AUSTIN -- Since opening a restaurant in City Hall back in 2005, Ron Barton, general manager of Austin Java, has seen steady growth downtown. That's something that's very good for his business.
"Our goal is to have everyone come here," said Barton.
And it seems coming to Austin is a lot of people's goal. With about 100 people moving to the metro every day, Mayor Lee Leffingwell says there's pressure to make sure jobs are waiting for them.
"Population growth is going to be there no matter what we do. So I've always said, a good quality of life depends on a good job," said Leffingwell.
One tool to create jobs is to offer economic incentives. The council called a special meeting Thursday to vote on two such deals.
Cyber Security firm Websense wants to relocate, adding 470 jobs over 10 years with an average pay of $82,000 a year.
Dropbox, an online file sharing company, wants to expand its Austin office downtown, adding 170 jobs over 10 years with an average pay of $59,000.

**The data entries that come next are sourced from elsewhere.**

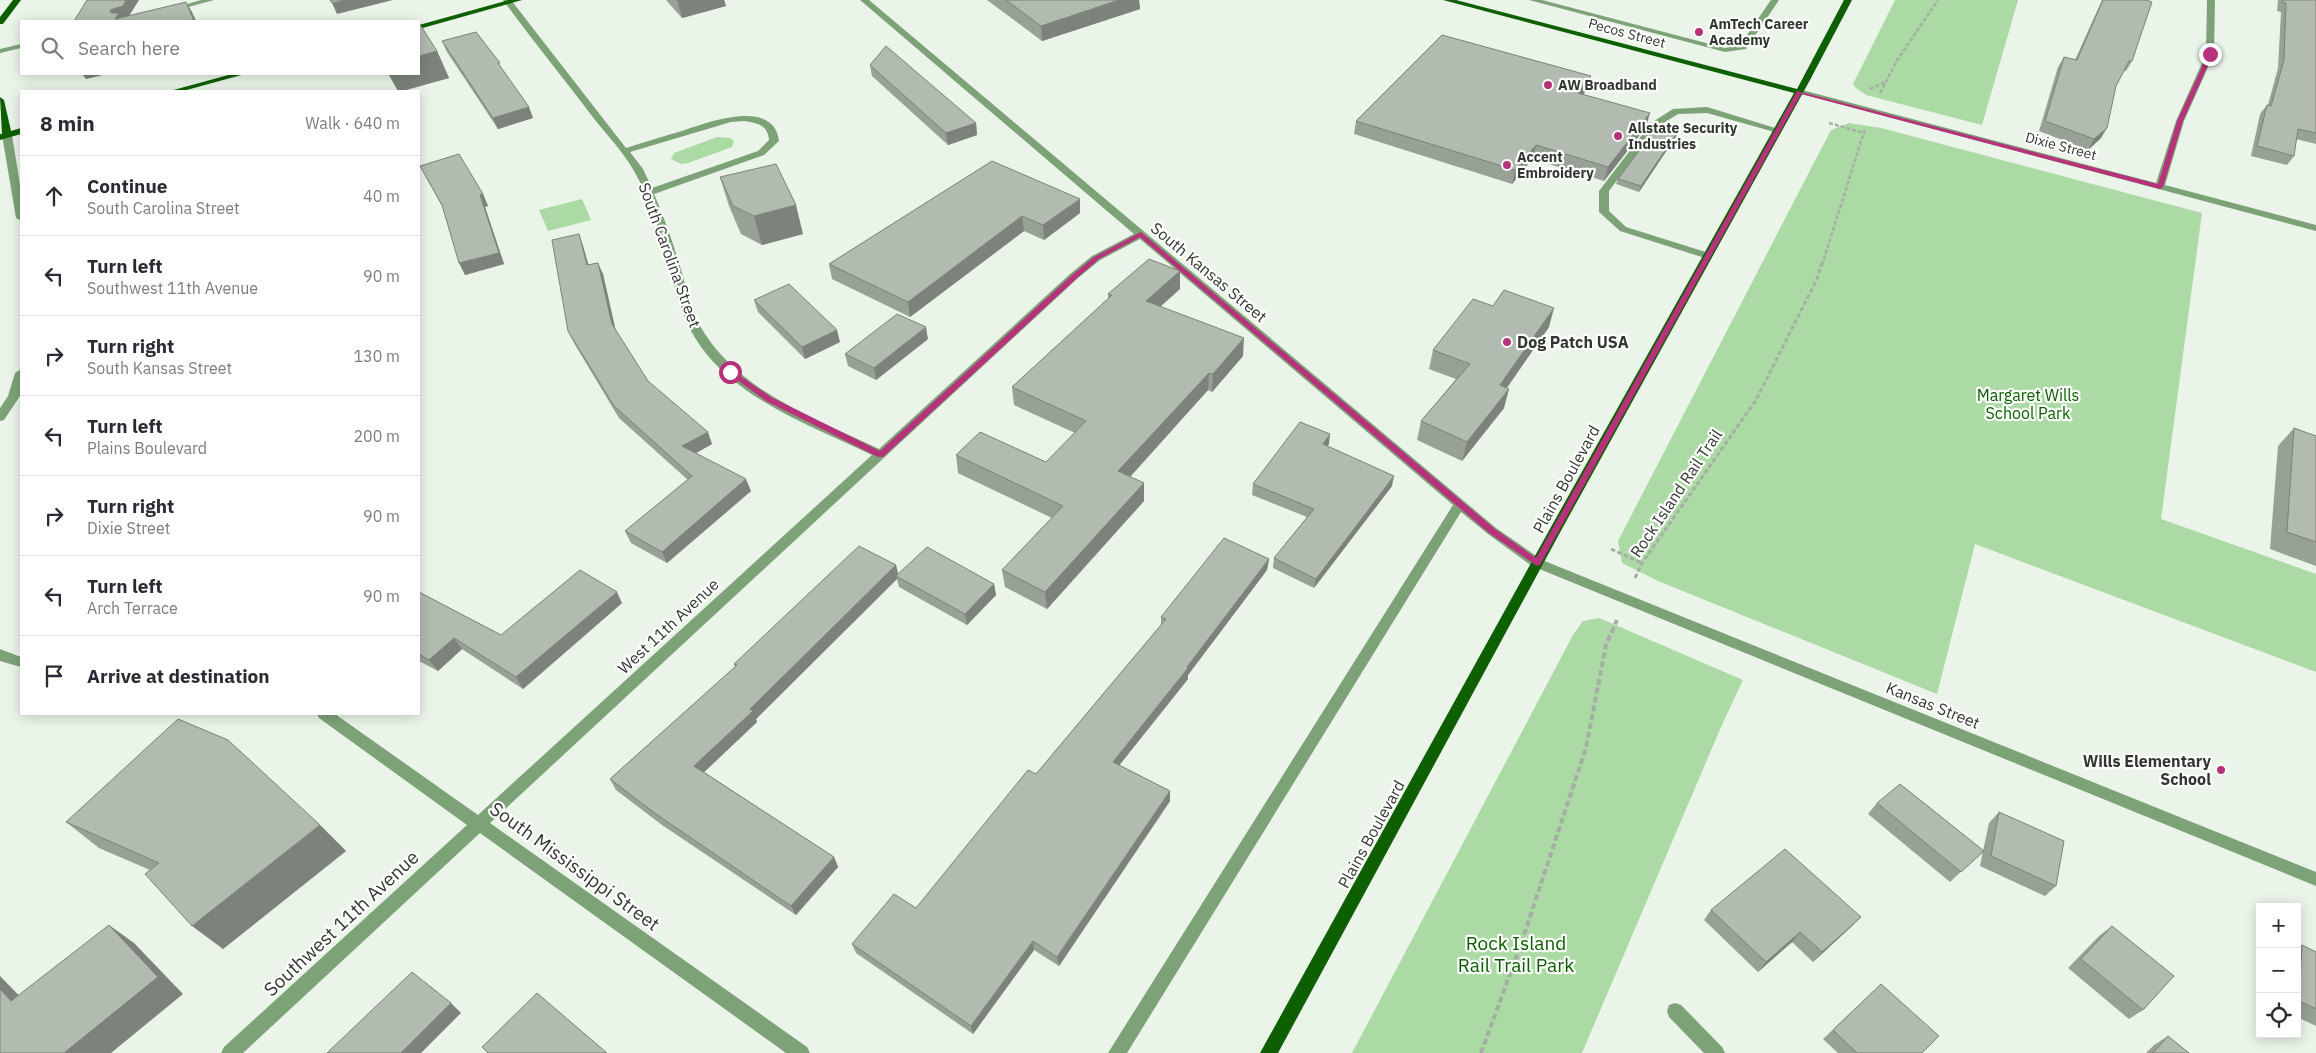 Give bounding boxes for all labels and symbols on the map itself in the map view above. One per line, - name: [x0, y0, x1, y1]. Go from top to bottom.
- street label: Pecos Street: [1586, 14, 1668, 52]
- place label: AmTech Career Academy: [1709, 15, 1809, 49]
- marker: AmTech Career Academy: [1693, 26, 1705, 38]
- route end: [2199, 43, 2222, 66]
- place label: AW Broadband: [1558, 76, 1657, 94]
- marker: AW Broadband: [1542, 79, 1554, 91]
- place label: Allstate Security Industries: [1628, 119, 1738, 153]
- street label: Dixie Street: [2023, 128, 2099, 164]
- marker: Allstate Security Industries: [1612, 130, 1624, 142]
- place label: Accent Embroidery: [1517, 148, 1594, 182]
- marker: Accent Embroidery: [1501, 159, 1513, 171]
- street label: South Carolina Street: [634, 180, 706, 330]
- street label: South Kansas Street: [1147, 218, 1271, 326]
- place label: Dog Patch USA: [1517, 332, 1629, 352]
- marker: Dog Patch USA: [1501, 336, 1513, 348]
- route start: [719, 361, 742, 384]
- park label: Margaret Wills School Park: [1977, 385, 2079, 423]
- street label: Plains Boulevard: [1528, 422, 1604, 536]
- street label: Rock Island Rail Trail: [1626, 425, 1726, 561]
- street label: West 11th Avenue: [613, 574, 723, 678]
- street label: Kansas Street: [1883, 677, 1983, 733]
- place label: Wills Elementary School: [2083, 751, 2211, 789]
- marker: Wills Elementary School: [2215, 764, 2227, 776]
- street label: Plains Boulevard: [1333, 777, 1409, 891]
- street label: South Mississippi Street: [485, 796, 665, 936]
- street label: Southwest 11th Avenue: [258, 845, 424, 1001]
- park label: Rock Island Rail Trail Park: [1458, 931, 1574, 977] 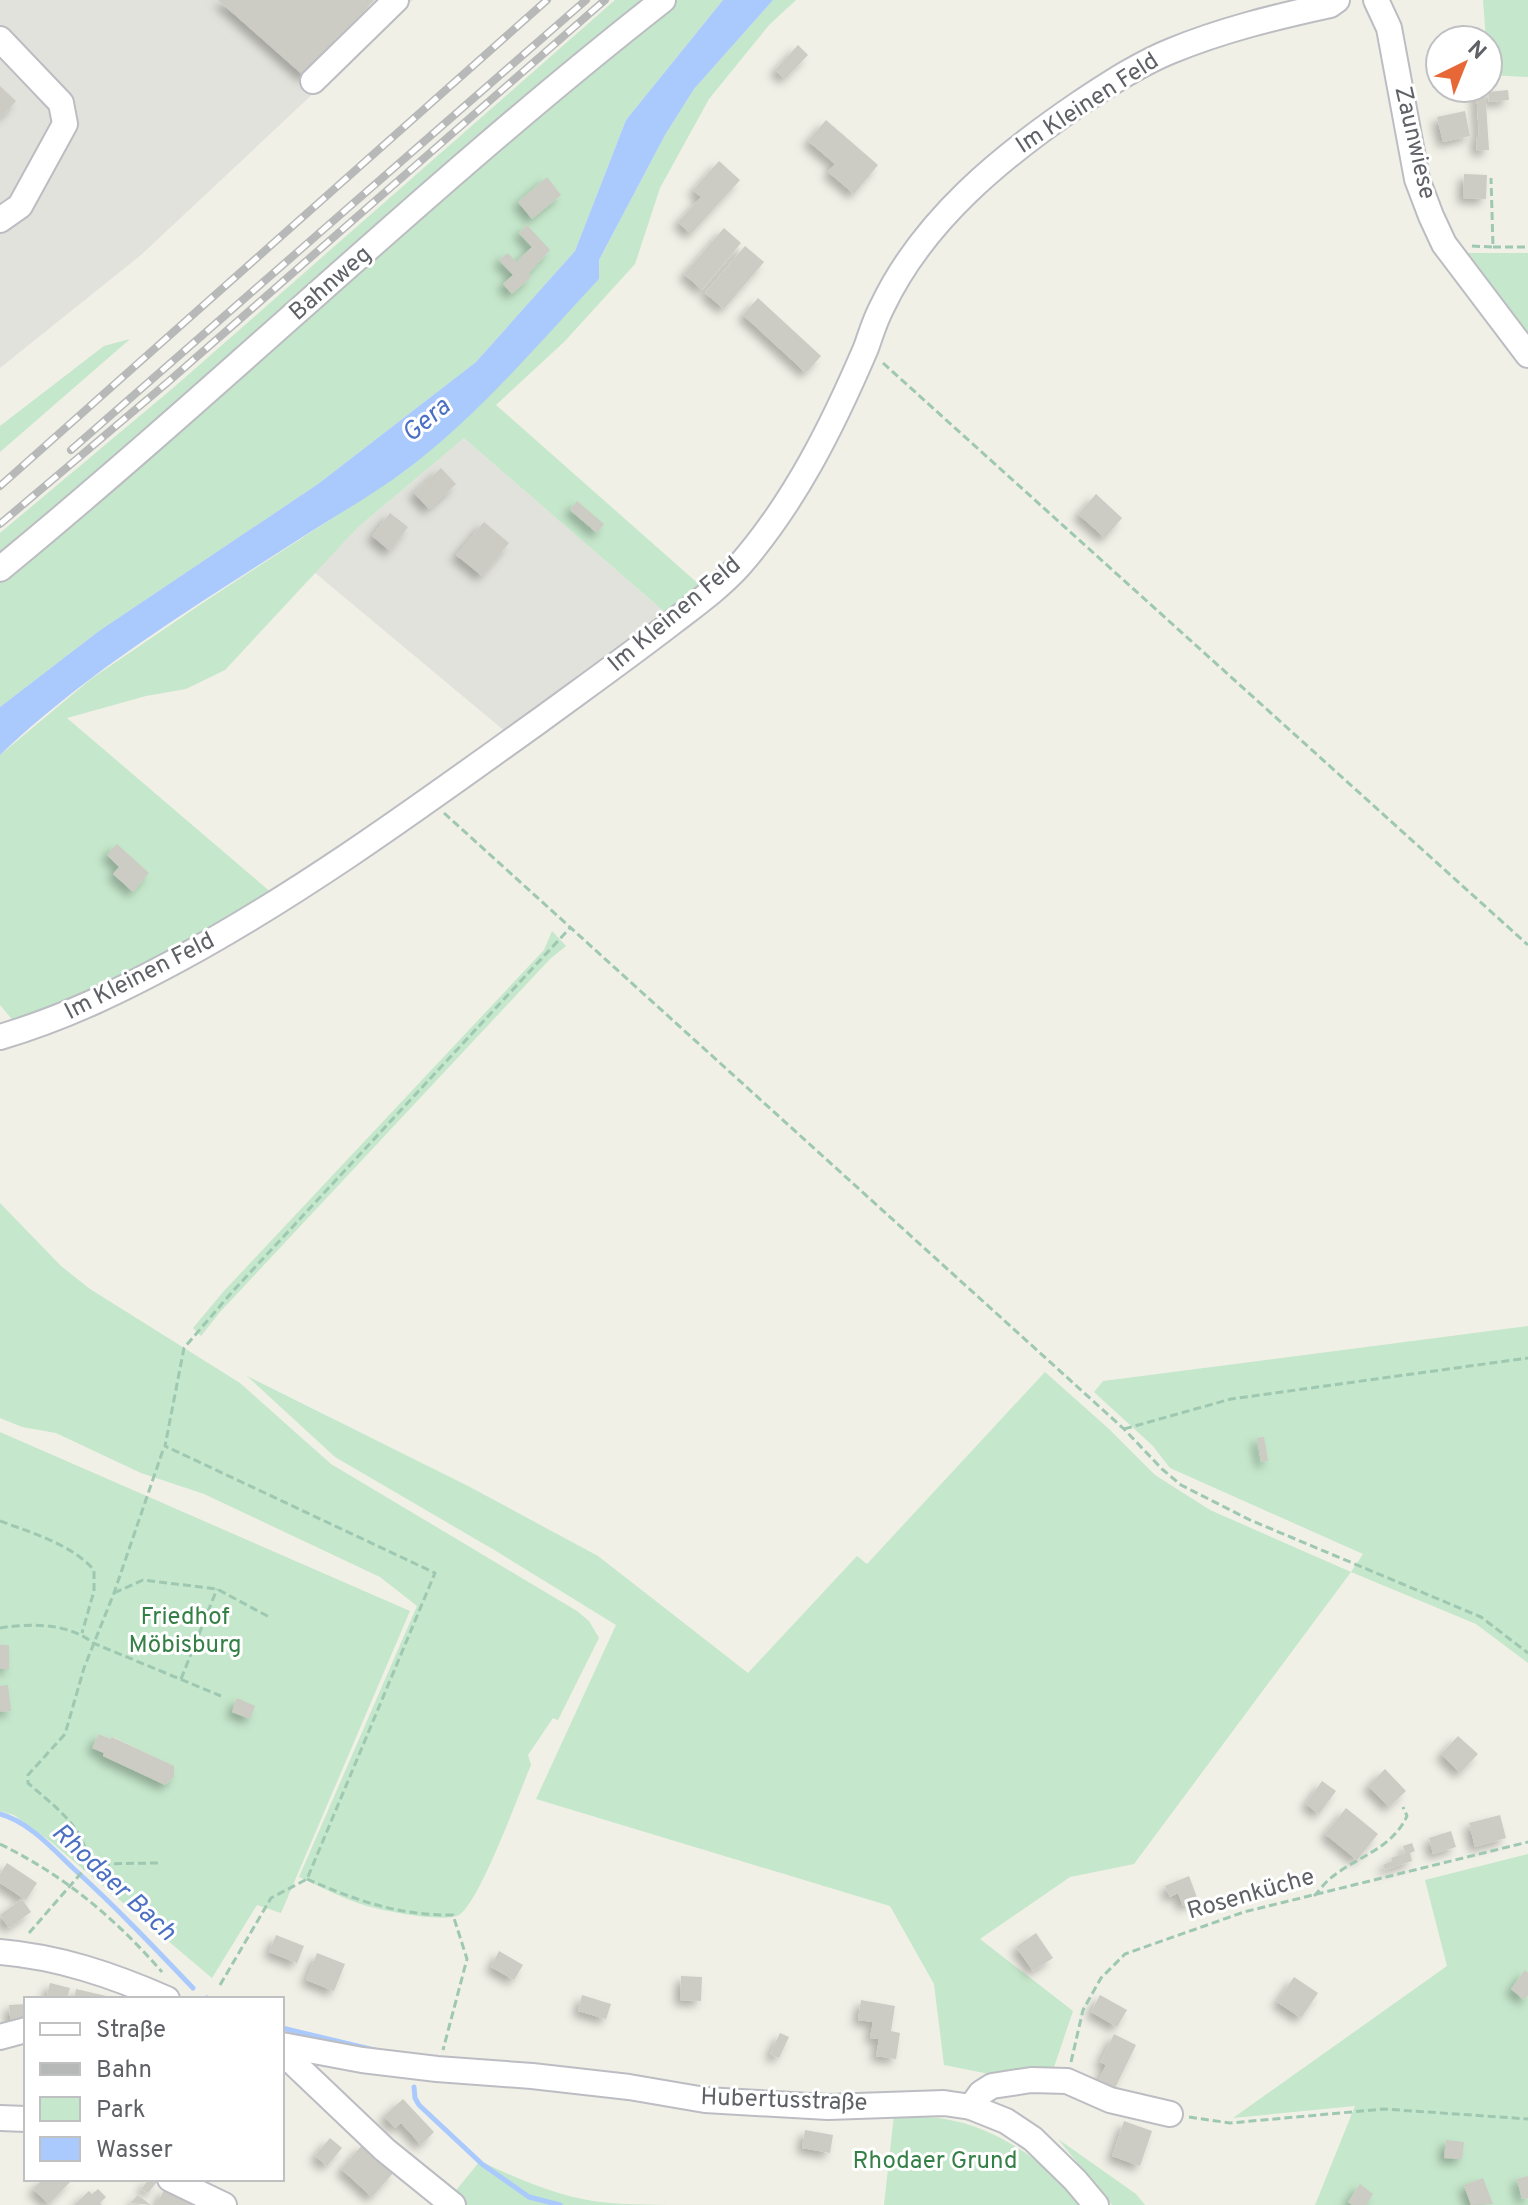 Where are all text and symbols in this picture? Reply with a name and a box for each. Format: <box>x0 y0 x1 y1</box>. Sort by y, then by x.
north arrow <box>1424 24 1504 104</box>
text: N <box>1461 36 1491 66</box>
street label: Im Kleinen Feld <box>1011 47 1165 161</box>
street label: Zaunwiese <box>1386 84 1442 202</box>
street label: Bahnweg <box>284 240 378 328</box>
water label: Gera <box>396 391 458 451</box>
street label: Im Kleinen Feld <box>602 551 748 679</box>
street label: Im Kleinen Feld <box>60 926 220 1028</box>
park label: Friedhof Möbisburg <box>129 1603 241 1661</box>
water label: Rhodaer Bach <box>44 1817 182 1949</box>
street label: Rosenküche <box>1184 1863 1318 1927</box>
legend <box>24 1997 284 2181</box>
text: Straße <box>96 2016 166 2046</box>
text: Bahn <box>96 2056 152 2086</box>
street label: Hubertusstraße <box>700 2083 868 2119</box>
text: Park <box>96 2096 146 2126</box>
text: Wasser <box>96 2136 173 2166</box>
park label: Rhodaer Grund <box>853 2147 1017 2177</box> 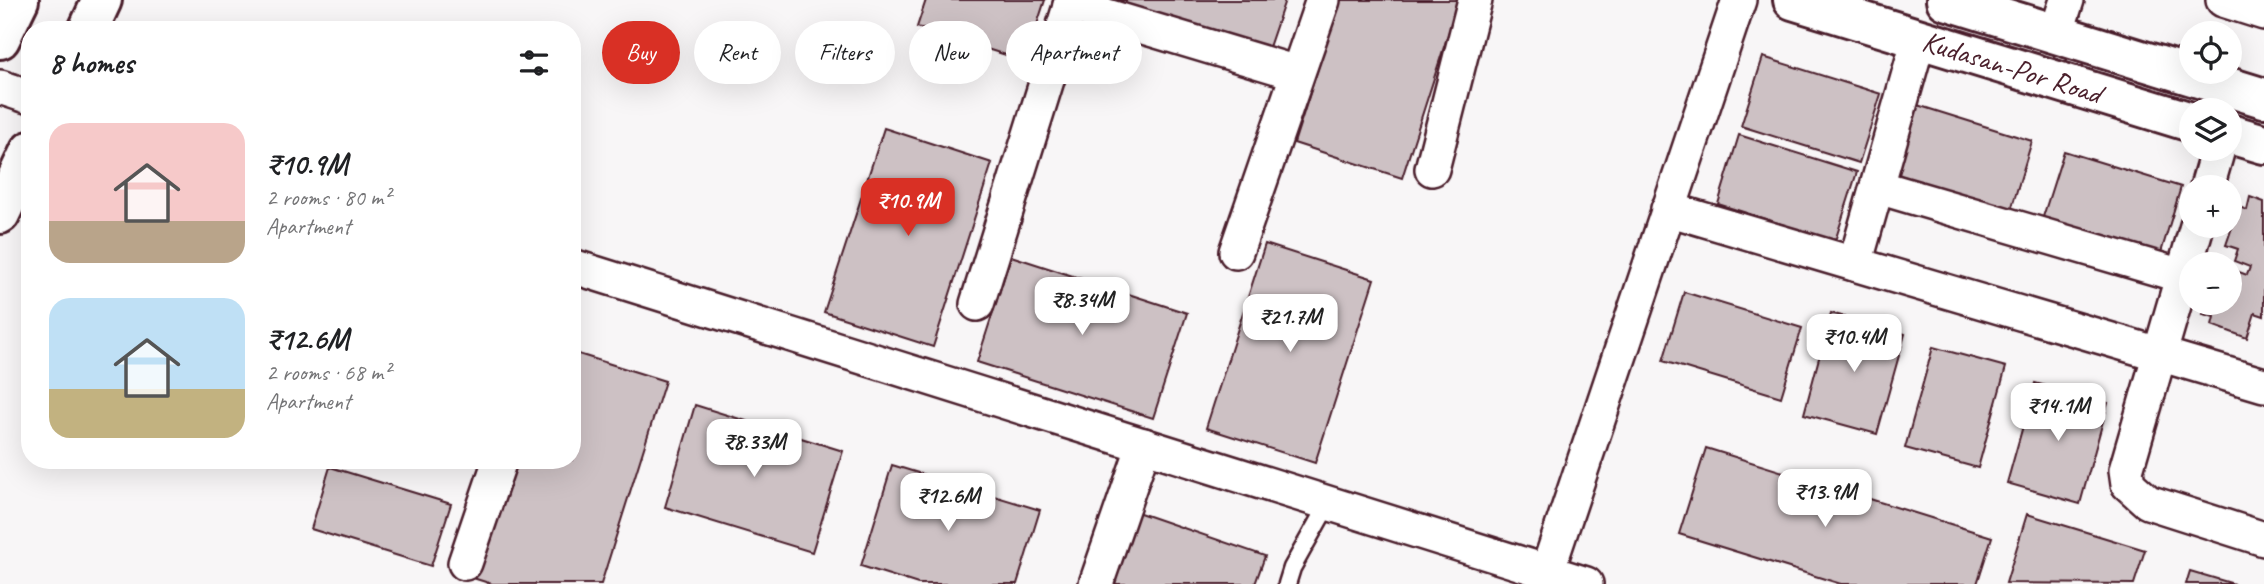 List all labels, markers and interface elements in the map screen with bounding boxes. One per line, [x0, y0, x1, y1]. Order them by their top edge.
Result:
chip: Buy [602, 21, 680, 84]
chip: Rent [694, 21, 781, 84]
chip: Filters [795, 21, 895, 84]
chip: New [909, 21, 992, 84]
chip: Apartment [1006, 21, 1142, 84]
map controls [2179, 21, 2242, 315]
button: locate [2179, 21, 2242, 84]
street label: Kudasan-Por Road [1918, 22, 2110, 114]
text: 8 homes [49, 44, 134, 82]
icon: filters [515, 44, 553, 82]
button: layers [2179, 98, 2242, 161]
text: ₹10.9M [266, 145, 347, 183]
icon: home [105, 151, 189, 235]
button: + [2179, 175, 2242, 238]
pin: ₹10.9M [851, 178, 965, 238]
text: 2 rooms · 80 m² [266, 183, 390, 212]
text: ₹10.9M [877, 186, 939, 215]
text: Apartment [266, 212, 351, 241]
button: − [2179, 252, 2242, 315]
pin: ₹8.34M [1025, 278, 1139, 337]
text: ₹8.34M [1051, 285, 1113, 314]
pin: ₹21.7M [1233, 294, 1347, 354]
text: ₹21.7M [1259, 302, 1321, 331]
pin: ₹10.4M [1797, 314, 1911, 374]
text: ₹12.6M [266, 320, 348, 358]
text: ₹10.4M [1823, 322, 1885, 351]
icon: home [105, 326, 189, 410]
text: 2 rooms · 68 m² [266, 358, 390, 387]
pin: ₹14.1M [2001, 384, 2115, 443]
text: Apartment [266, 387, 351, 416]
text: ₹14.1M [2027, 391, 2089, 420]
pin: ₹8.33M [697, 420, 811, 479]
text: ₹8.33M [723, 427, 785, 456]
pin: ₹13.9M [1768, 470, 1882, 529]
pin: ₹12.6M [891, 474, 1005, 533]
text: ₹13.9M [1794, 477, 1856, 506]
text: ₹12.6M [916, 481, 980, 510]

The city's economic development department suggests 10-year performance based grants of $438,000 for Websense and $244,500 for Dropbox to ensure the companies move to Austin. Each company would get a check at the end of each year, for 10 years, if it meets hiring criteria. Both companies will spend $15 million in capital investments and the city stands to make a net fiscal profit of $2.35 million from the deals.
But taxpayers and council members are split on the idea.
During the meeting, Council Members Laura Morrison and Kathie Tovo questioned whether the deals are necessary with Austin's current economic growth and high ratings.
"Every public dollar we spend on this kind of investment is a dollar we can't spend on another kind of investment." said Tovo.
Council member Bill Spelman asked questions to determine if the companies would come to Austin without deals.
The chief financial officer of Websense, Jim Hagen, said company executives are in talks with other cities and could decide to expand to one of them if a deal isn't approved in Austin.
"We believe we will hire up to 90 percent locally. The economic incentives here in our grading of cities, Austin's not the most low cost city, so these incentives are important in us making a final decision," Hagen said.
"If we were not to give an incentive, then Websense would feel a need to stay where they were and perhaps make a better deal with someplace else. So I think we are in a competitive situation," Spelman said during the meeting.
The deals were approved by the council with five council members voting for the deals and Morrison and Tovo voting against the deals.
"In an ideal world, you know, we could just compete on the fact that we have a great city and a great swimming pool and a great natural environment and lots of things going on. But the fact is that's not the real world. We need all of those things plus we need to show that we're in the game with these kinds of incentives," said Leffingwell.
Though Barton isn't a fan of having his tax dollars go to incentives, he admits the end result is good.
"I would say I'm more of a firm believer of businesses, you know, bring more people in here, helping us out as well as a company," Barton said.
Executives with Websense and Dropbox will now vote on whether to accept these deals.